Dans cette étape de changement, le but n’est pas de retirer la possibilité de la confrontation, propre aux relations sociales en France, du fait de la construction historique des organisations syndicales françaises, mais de proposer des modes de communication alternatifs et de faire glisser les pratiques, petit à petit, vers plus de collaboration.

Les plans d’action permettent d’agir en continue sur le terrain

Poussée exercée par le management et la direction

La possibilité de la confrontation est laissée au niveau des instances et les autres moments d’échanges doivent permettre à chacun, sans se départir de leurs rôles premiers, donc sans se déjuger, de travailler ensemble autour du projet d’entreprise. Créer de nouveaux lieux d’échanges, sur d’autres sujets permet d’instaurer une nouvelle dynamique.

Pour changer la vision caricaturale du représentant : mettre en place des dispositifs permettant de remédier aux effets pervers de la protection des représentants

Il est nécessaire, à notre avis, d’aménager les heures de délégations, en instaurant, par accord d’entreprise, un délai de prévenance par exemple. Cet accord pourrait ou devrait être conclu à durée déterminée afin de permettre une actualisation et une adaptation de ces délais en fonction de l’actualité de l’entreprise La pose, totalement imprévue des heures de délégation, déstabilise une équipe et son organisation quotidienne. La charge de travail va être supérieure pour les autres membres de l’équipe et le manager va souvent faire appel à un intérimaire pour remplacer la personne, ce qui va engendrer un coût supplémentaire.

Il serait donc logique et plus agréable pour tous que le délai de prévenance soit mis en place afin de permettre à chacun de s’organiser en bonne intelligence. Cette simple action permettrait de modifier immédiatement la vision caricaturale du représentant. Elle aurait aussi pour effet de montrer que le représentant, au-delà des textes de loi, a de la considération pour ses collègues de travail, qu’il comprend la désorganisation que peut générer son départ en délégation et qu’il fait une partie du chemin pour y remédier.

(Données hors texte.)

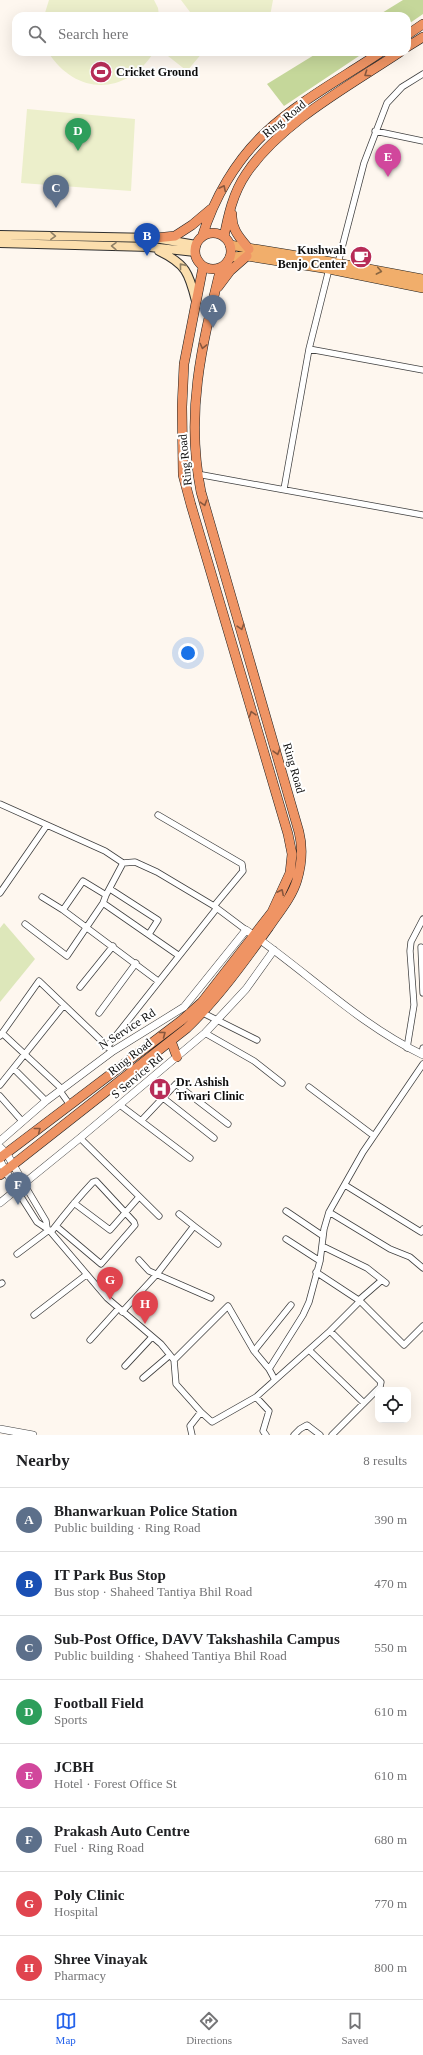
<!DOCTYPE html>
<meta charset="utf-8">
<style>
:root{--surface:#fff;--page:#f6f6f6;--text:#202124;--muted:#757577;--line:#e0e0e0;--accent:#2563eb}
body{margin:0;font-family:"Times New Roman",serif;background:var(--page);color:var(--text)}
.controls{position:absolute;right:12px;bottom:12px;display:grid;overflow:hidden;border-radius:8px;box-shadow:0 4px 16px #0002}
.controls button{width:36px;height:36px;display:grid;place-items:center;padding:0;border:0;border-bottom:1px solid var(--line);background:var(--surface);color:var(--text);font:20px sans-serif}
.you{position:absolute;left:188px;top:653px;width:14px;height:14px;margin:-10px;border:3px solid #fff;border-radius:50%;background:#1a73e8;box-shadow:0 0 0 6px #1a73e833}
.badge{display:grid;place-items:center;width:26px;height:26px;border-radius:50%;background:var(--accent);color:#fff;font-size:13px;font-weight:700}
.pin{position:absolute;translate:-50% -33px;filter:drop-shadow(0 1px 2px #0008)}
.pin::after{content:'';position:absolute;top:21px;width:14px;height:12px;background:inherit;clip-path:polygon(0 0,100% 0,50% 100%)}
.list{margin:0;padding:0;list-style:none}
h2{display:flex;justify-content:space-between;align-items:center;height:52px;margin:0;padding:0 16px;font-size:17px}
h2 small{font-size:13px;font-weight:400;color:var(--muted)}
.list li{display:grid;grid-template-columns:26px 1fr auto;gap:12px;align-items:center;box-sizing:border-box;height:64px;padding:0 16px;border-top:1px solid var(--line)}
.list b{display:block;font-size:15px;white-space:nowrap}
.list p{margin:0;font-size:13px;white-space:nowrap;color:var(--muted)}
.list em{font-size:13px;font-style:normal;color:var(--muted)}
.icon{flex:none;width:22px;height:22px;fill:none;stroke:currentColor;stroke-width:2;stroke-linecap:round;stroke-linejoin:round}
.map{position:relative;flex:none;width:423px;height:1435px;overflow:hidden}
.search{position:absolute;background:var(--surface);box-shadow:0 4px 16px #0002;left:12px;right:12px;top:12px;height:44px;display:flex;align-items:center;gap:10px;box-sizing:border-box;padding:0 14px;border-radius:12px;color:var(--muted);font-size:15px}
.sheet{height:564px;background:var(--surface)}
nav{display:flex;justify-content:space-around;align-items:center;box-sizing:border-box;height:56px;border-top:1px solid var(--line);background:var(--surface);font-size:11px;color:var(--muted)}
nav a{display:grid;justify-items:center;gap:2px}
nav .on{color:var(--accent)}
.map>svg:first-child{display:block}
.green{fill:#dde7ba}
.forest{fill:#c5d79a}
.pitch{fill:#ecefcb}
.lines{fill:none;stroke-linecap:round;stroke-linejoin:round}
.minor-casing{stroke:#404040;stroke-width:7}
.tertiary-casing{stroke:#404040;stroke-width:8}
.secondary-casing{stroke:#2f2f2f;stroke-width:10}
.primary-casing{stroke:#1e1e1e;stroke-width:10}
.trunk-casing{stroke:#1e1e1e;stroke-width:10}
.minor{stroke:#fff;stroke-width:5.5}
.tertiary{stroke:#fff;stroke-width:7}
.secondary{stroke:#fbdead;stroke-width:8}
.primary{stroke:#f1ae6b;stroke-width:9}
.trunk{stroke:#ef9464;stroke-width:9}
.oneway{stroke:#89573d}
.oneway2{stroke:#908065}
.oneway3{stroke:#8a6641}
.labels{text-anchor:middle;stroke-width:4;stroke-linejoin:round;paint-order:stroke}
.poi-label{font-size:12px;font-weight:bold;fill:#0d0d0d;stroke:#fff;text-anchor:start}
.street-label{font-size:12px;fill:#0d0d0d;stroke:#fff}
</style>
<div class="map">
<svg width="423" height="1435" viewBox="0 0 423 1435">
<rect width="100%" height="100%" fill="#fef7ef"/>
<path class="green" d="M4,923l31,36 -35,43v-74z"/>
<path class="forest" d="M403,0h20v14l-16,11v-9h-30z
M319,52h46l-81,54 -17,-22z"/>
<path class="pitch" d="M49,0h105l4,8 1,8h-115z
M181,0h92l-3,16h-77z
M48,52h106c-28,44 -78,44 -106,0z
M171,52h32l-16,19 -19,-15z
M27,109l108,10 -4,72 -110,-8z"/>
<g class="lines">
<g class="minor-casing">
<path id="minor" d="M375,131l48,10
M338,263l26,-100 23,-60 15,-16 21,-13
M309,349l20,-80
M197,474l226,41
M284,489l25,-140 114,21
M0,804l47,21 -47,68
M158,815l84,49 1,7 -29,35
M47,825l58,26 18,12 12,-1 22,10 57,34 32,24
M123,863l-17,32 -23,-14 -20,29 95,71
M110,889l48,31 -9,14
M106,895l-3,8 75,52
M42,897l21,13
M25,924l42,32 36,-53
M421,947l2,46
M80,987l33,-41
M99,1013l37,-50
M203,1013l54,27
M2,1033l60,56
M205,1033l49,28 28,22
M0,1036l39,-55 71,68
M107,1047l110,-139
M407,1048l7,-43 -4,-54 1,-9 12,-23
M422,1054l1,-6
M14,1069l32,32
M0,1085l64,-80
M309,1087l65,49
M60,1091l10,14
M0,1096l22,25
M162,1097l52,41
M120,1105l70,53
M142,1120l34,-36 52,40
M80,1138l79,78
M24,1184l22,37 1,7
M345,1185l76,47 2,-3
M16,1189l21,33 12,8 58,68 54,46 9,11 4,5 2,24 25,28 -11,14 2,9
M74,1203l36,27 29,-33
M286,1211l37,25
M329,1212l61,37 20,8 13,11
M194,1226l24,18
M51,1232c13,-17 27,-34 42,-50l3,-1 38,41 1,3 -34,39 -45,-38
M286,1239l34,22
M322,1246l45,22 19,15
M17,1254l32,-24
M139,1260l10,11 62,27
M0,1284l2,-1
M359,1300l23,-20
M360,1301l44,44 19,-19
M122,1312l35,-38 37,-48 -15,-12
M34,1315l52,-40
M330,1331l51,51 -1,5 -48,48
M90,1340l28,-31
M309,1350l55,53
M254,1351l15,18
M174,1360l54,-54 26,45 37,-46
M125,1366l27,-29
M143,1378l27,-23
M275,1380l-6,-11 34,-54 6,-13 11,-41 4,-32 5,-17 34,-60 60,-88
M256,1397l13,14 -6,20 3,4
M201,1412l11,10 44,-25 74,-66 30,-30 -44,-29
M294,1435l6,-6 7,-4 13,10"/>
</g>
<g class="tertiary-casing">
<path id="tertiary" d="M0,1141l46,-40 67,-50 71,-44 62,-77c59,40 112,94 177,125
M0,1147l7,7 17,30
M0,1161l16,28
M0,1203l80,-65 125,-105 41,-44 28,-39
M0,1429l33,6"/>
</g>
<g class="secondary-casing">
<path id="secondary" d="M0,235l155,3 41,7
M0,243l150,4 45,5
M159,251c27,13 30,22 37,50"/>
</g>
<g class="primary-casing">
<path id="primary" d="M230,245l80,13 113,21
M230,257l17,-1 82,13 94,19"/>
</g>
<g class="trunk-casing">
<path id="trunk" d="M407,35l16,-11
M407,47l16,-10
M232,214c-1,15 8,24 17,35
M195 251a18 18 0 1 1 36 0a18 18 0 1 1-36 0Z
M202,237c12,-39 34,-77 64,-105 33,-31 78,-55 115,-80
M224,237c4,-21 9,-44 22,-63 34,-51 103,-88 154,-122
M155,238l20,-2 17,-11 19,-16
M218,287l12,-16 17,-15
M171,1041l6,16
M0,1158l182,-138 20,-18 70,-90 18,-39 2,-19 -4,-20 -97,-329 -8,-30 -1,-68 2,-43 19,-97
M0,1175l187,-147c31,-30 57,-66 82,-101 10,-15 23,-30 28,-47 5,-17 6,-32 2,-48l-98,-340c-16,-80 1,-147 20,-225"/>
</g>
<use href="#minor" class="minor"/>
<use href="#tertiary" class="tertiary"/>
<use href="#secondary" class="secondary"/>
<use href="#primary" class="primary"/>
<use href="#trunk" class="trunk"/>
</g>
<defs><path id="oneway-chevron" d="M-2-3.5L2.5 0L-2 3.5" fill="none" stroke-width="1.6" stroke-linecap="round" stroke-linejoin="round"/></defs>
<g class="oneway">
<use href="#oneway-chevron" transform="translate(367 74) rotate(146)"/>
<use href="#oneway-chevron" transform="translate(223 188) rotate(-64)"/>
<use href="#oneway-chevron" transform="translate(203 346) rotate(103)"/>
<use href="#oneway-chevron" transform="translate(204 503) rotate(73)"/>
<use href="#oneway-chevron" transform="translate(241 627) rotate(73)"/>
<use href="#oneway-chevron" transform="translate(252 714) rotate(-107)"/>
<use href="#oneway-chevron" transform="translate(277 752) rotate(74)"/>
<use href="#oneway-chevron" transform="translate(281 892) rotate(-64)"/>
<use href="#oneway-chevron" transform="translate(163 1034) rotate(-37)"/>
<use href="#oneway-chevron" transform="translate(38 1130) rotate(-38)"/>
</g>
<g class="oneway2">
<use href="#oneway-chevron" transform="translate(53 236) rotate(2)"/>
<use href="#oneway-chevron" transform="translate(114 246) rotate(-179)"/>
<use href="#oneway-chevron" transform="translate(182 266) rotate(-129)"/>
</g>
<use class="oneway3" href="#oneway-chevron" transform="translate(379 271) rotate(11)"/>
<defs>
<g id="stadium-disc" transform="scale(1.15)"><circle r="9.5" fill="#b72c57" stroke="#fff"/><path d="M0-5a6.5 5 0 1 0 0 10a6.5 5 0 1 0 0-10ZM-3.5-1.8h7v3.6h-7Z" fill="#fff"/></g>
<g id="cafe-disc" transform="scale(1.15)"><circle r="9.5" fill="#b72c57" stroke="#fff"/><path d="M-5.5-4.5H6V0H3Q3 3.5 0 3.5H-2.5Q-5.5 3.5-5.5 0ZM3-3.2v2h1.7v-2ZM-6 4.5H4V6H-6Z" fill="#fff"/></g>
<g id="hospital-disc" transform="scale(1.15)"><circle r="9.5" fill="#b72c57" stroke="#fff"/><path d="M-5-5h3v3.5h4V-5h3V5h-3V1.5h-4V5h-3Z" fill="#fff"/></g>
</defs>
<g fill-rule="evenodd">
<use href="#stadium-disc" x="101" y="72"/>
<use href="#cafe-disc" x="361" y="257"/>
<use href="#hospital-disc" x="160" y="1089"/>
</g>
<g class="labels">
<g class="poi-label">
<text x="116" y="76">Cricket Ground</text>
<text x="346" y="254" text-anchor="end">Kushwah<tspan x="346" dy="14">Benjo Center</tspan></text>
<text x="176" y="1086">Dr. Ashish<tspan x="176" dy="14">Tiwari Clinic</tspan></text>
</g>
<g class="street-label">
<text transform="translate(284 119) rotate(-39)" y="4">Ring Road</text>
<text transform="translate(185 460) rotate(-96)" y="4">Ring Road</text>
<text transform="translate(294 768) rotate(74)" y="4">Ring Road</text>
<text transform="translate(127 1029) rotate(-33)" y="4">N Service Rd</text>
<text transform="translate(130 1057) rotate(-38)" y="4">Ring Road</text>
<text transform="translate(137 1076) rotate(-40)" y="4">S Service Rd</text>
</g>
</g>
</svg>
<div class="controls">
<button><svg class="icon" aria-label="locate" viewBox="0 0 24 24"><circle cx="12" cy="12" r="6"/><path d="M12 2v4M12 18v4M2 12h4M18 12h4"/></svg></button>
</div>
<div class="you"></div>
<div class="pin badge" style="left:213px;top:328px;background:#5c6f8a">A</div>
<div class="pin badge" style="left:147px;top:256px;background:#1a4fb4">B</div>
<div class="pin badge" style="left:56px;top:208px;background:#5c6f8a">C</div>
<div class="pin badge" style="left:78px;top:151px;background:#2e9e5b">D</div>
<div class="pin badge" style="left:388px;top:177px;background:#d1479c">E</div>
<div class="pin badge" style="left:18px;top:1205px;background:#5c6f8a">F</div>
<div class="pin badge" style="left:110px;top:1300px;background:#e0444e">G</div>
<div class="pin badge" style="left:145px;top:1324px;background:#e0444e">H</div>
<div class="search"><svg class="icon" aria-label="search" viewBox="0 0 24 24"><circle cx="10" cy="10" r="6"/><path d="M15 15l6 6"/></svg>Search here</div>
</div>
<section class="sheet">
<h2>Nearby<small>8 results</small></h2>
<ul class="list">
<li><span class="badge" style="background:#5c6f8a">A</span><div><b>Bhanwarkuan Police Station</b><p>Public building · Ring Road</p></div><em>390 m</em></li>
<li><span class="badge" style="background:#1a4fb4">B</span><div><b>IT Park Bus Stop</b><p>Bus stop · Shaheed Tantiya Bhil Road</p></div><em>470 m</em></li>
<li><span class="badge" style="background:#5c6f8a">C</span><div><b>Sub-Post Office, DAVV Takshashila Campus</b><p>Public building · Shaheed Tantiya Bhil Road</p></div><em>550 m</em></li>
<li><span class="badge" style="background:#2e9e5b">D</span><div><b>Football Field</b><p>Sports</p></div><em>610 m</em></li>
<li><span class="badge" style="background:#d1479c">E</span><div><b>JCBH</b><p>Hotel · Forest Office St</p></div><em>610 m</em></li>
<li><span class="badge" style="background:#5c6f8a">F</span><div><b>Prakash Auto Centre</b><p>Fuel · Ring Road</p></div><em>680 m</em></li>
<li><span class="badge" style="background:#e0444e">G</span><div><b>Poly Clinic</b><p>Hospital</p></div><em>770 m</em></li>
<li><span class="badge" style="background:#e0444e">H</span><div><b>Shree Vinayak</b><p>Pharmacy</p></div><em>800 m</em></li>
</ul>
</section>
<nav>
<a class="on"><svg class="icon" aria-label="map" viewBox="0 0 24 24"><path d="M3 6l6-2 6 2 6-2v14l-6 2-6-2-6 2zM9 4v14M15 6v14"/></svg>Map</a>
<a><svg class="icon" aria-label="directions" viewBox="0 0 24 24"><path d="M12 3l9 9-9 9-9-9zM9 14v-3h6M13 9l2 2-2 2"/></svg>Directions</a>
<a><svg class="icon" aria-label="saved" viewBox="0 0 24 24"><path d="M7 4h10v16l-5-4-5 4z"/></svg>Saved</a>
</nav>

Tout manager doit faire l’expérience d’un mandat pendant sa vie dans l’entreprise

Nous avons vu précédemment que les managers avaient une vision caricaturale du représentant du personnel. Proposer systématiquement à tout manager de passer de « l’autre côté du miroir » leur donnerait l’opportunité d’occuper cette fonction, d’en comprendre les enjeux et les interactions ainsi que les responsabilités.

Les missions du représentant ne sont pas aussi simples qu’il n’y paraît ou du moins aussi simples que leur compréhension actuelle dans l’entreprise semble l’indiquer. Les managers feront ainsi l’expérience de l’engagement vis-à-vis des salariés, des comptes à rendre à l’organisation syndicale, des mots d’ordre à respecter, des demandes de la direction, de situations multiples et variées sous tension…

Le fait d’inciter à la prise de responsabilités représentatives et de faire passer ce message de façon officielle dans l’entreprise, outre l’aspect pédagogique évoqué ci-dessus, permet aussi, de donner une image positive et acceptée du dialogue social en même temps qu’une mise en avant positive des missions y afférentes.

Pour autant, cette préconisation a une limite car elle peut au contraire générer une conséquence négative. Il est en effet important de manier avec précaution la communication sur le sujet au risque de mettre les managers dans une situation très délicate, en accentuant l’aspect prépondérant de la direction au sein des institutions représentatives du personnel et par voie de conséquence, la main mise sur toutes les discussions. L’objet n’est pas ici de positionner des personnes à la solde de la direction mais bien d’entraîner une image positive et reconnue des missions représentatives dans l’organisation.